University of Maryland students voted in support of University System of Maryland Foundation and University of Maryland College Park Foundation divesting from certain defense, military and security companies in the SGA election earlier this month.
Fifty-five percent of voters, or 3,260 people, voted in favor of divestment, the Student Government Association announced Friday.
The ballot question called on the SGA to begin lobbying the university system foundation and UMCP foundation to divest from companies, such as Lockheed Martin and Northrop Grumman, that may be “implicated” in human rights violations in places such as Palestine, Myanmar and the Philippines.
The SGA passed an emergency bill on March 5 to hold the nonbinding campuswide referendum during the election held from April 1 to 3. The ballot question comes months after more than 650 students signed a petition urging SGA to add the question to its 2025 election ballot, The Diamondback previously reported.
[UMD SGA commission finds students were bribed to vote unfavorably on divestment referendum]
This university’s Students for Justice in Palestine chapter circulated the petition, which came just after a nearly identical SGA resolution failed to advance in November.
Discussions about divestment have increased at this university since Hamas’ Oct. 7, 2023, attack on Israel, in which it killed about 1,200 people and took about 250 hostage, according to the Associated Press. Israel declared war on Hamas the next day and its military forces have killed more than 51,000 Palestinians since, the Associated Press reported Friday.
Israel and Hamas reached a temporary ceasefire deal in January, which expired on March 2, according to the Associated Press.
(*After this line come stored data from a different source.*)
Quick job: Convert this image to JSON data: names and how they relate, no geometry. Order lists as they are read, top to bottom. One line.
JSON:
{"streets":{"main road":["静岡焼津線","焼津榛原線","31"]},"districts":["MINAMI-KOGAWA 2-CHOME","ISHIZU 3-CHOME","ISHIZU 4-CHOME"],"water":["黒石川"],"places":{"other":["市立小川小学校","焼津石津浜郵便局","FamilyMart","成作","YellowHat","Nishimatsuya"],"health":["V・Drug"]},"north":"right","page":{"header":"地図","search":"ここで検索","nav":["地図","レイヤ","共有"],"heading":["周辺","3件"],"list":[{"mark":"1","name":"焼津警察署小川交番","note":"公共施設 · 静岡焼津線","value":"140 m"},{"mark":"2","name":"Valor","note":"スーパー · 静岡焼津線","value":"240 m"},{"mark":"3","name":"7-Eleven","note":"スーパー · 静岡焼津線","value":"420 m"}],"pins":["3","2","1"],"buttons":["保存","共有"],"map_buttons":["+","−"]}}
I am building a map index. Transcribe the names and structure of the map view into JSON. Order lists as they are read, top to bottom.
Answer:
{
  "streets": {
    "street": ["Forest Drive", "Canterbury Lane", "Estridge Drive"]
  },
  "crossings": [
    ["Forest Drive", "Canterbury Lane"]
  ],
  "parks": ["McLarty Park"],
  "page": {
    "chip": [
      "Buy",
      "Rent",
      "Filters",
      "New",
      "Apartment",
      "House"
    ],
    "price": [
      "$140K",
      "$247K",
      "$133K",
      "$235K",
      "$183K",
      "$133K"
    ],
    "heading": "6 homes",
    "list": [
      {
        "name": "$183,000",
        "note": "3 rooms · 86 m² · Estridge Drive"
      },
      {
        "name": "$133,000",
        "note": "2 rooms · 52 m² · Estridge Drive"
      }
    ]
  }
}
Israel has since resumed its offensive in Gaza, the Associated Press reported.
[UMD students will vote on divestment from defense companies in April’s SGA election]
Similar divestment resolutions failed to pass last spring and in 2017 and 2019.
Last week, the SGA’s elections commission determined that students were bribed to vote unfavorably on the divestment referendum, The Diamondback previously reported.
This university wrote in a statement to The Diamondback that the results of the referendum have no bearing on the operations or policies of the university or its foundations.
“This referendum was led and undertaken by undergraduate students, as is their right to do so in accordance with SGA policies and procedures,” the statement read.
The university system deferred to this university in response to The Diamondback’s request for comment on Friday about the referendum results.
The university system foundation and the UMCP foundation did not immediately respond to requests for comment.
This story has been updated.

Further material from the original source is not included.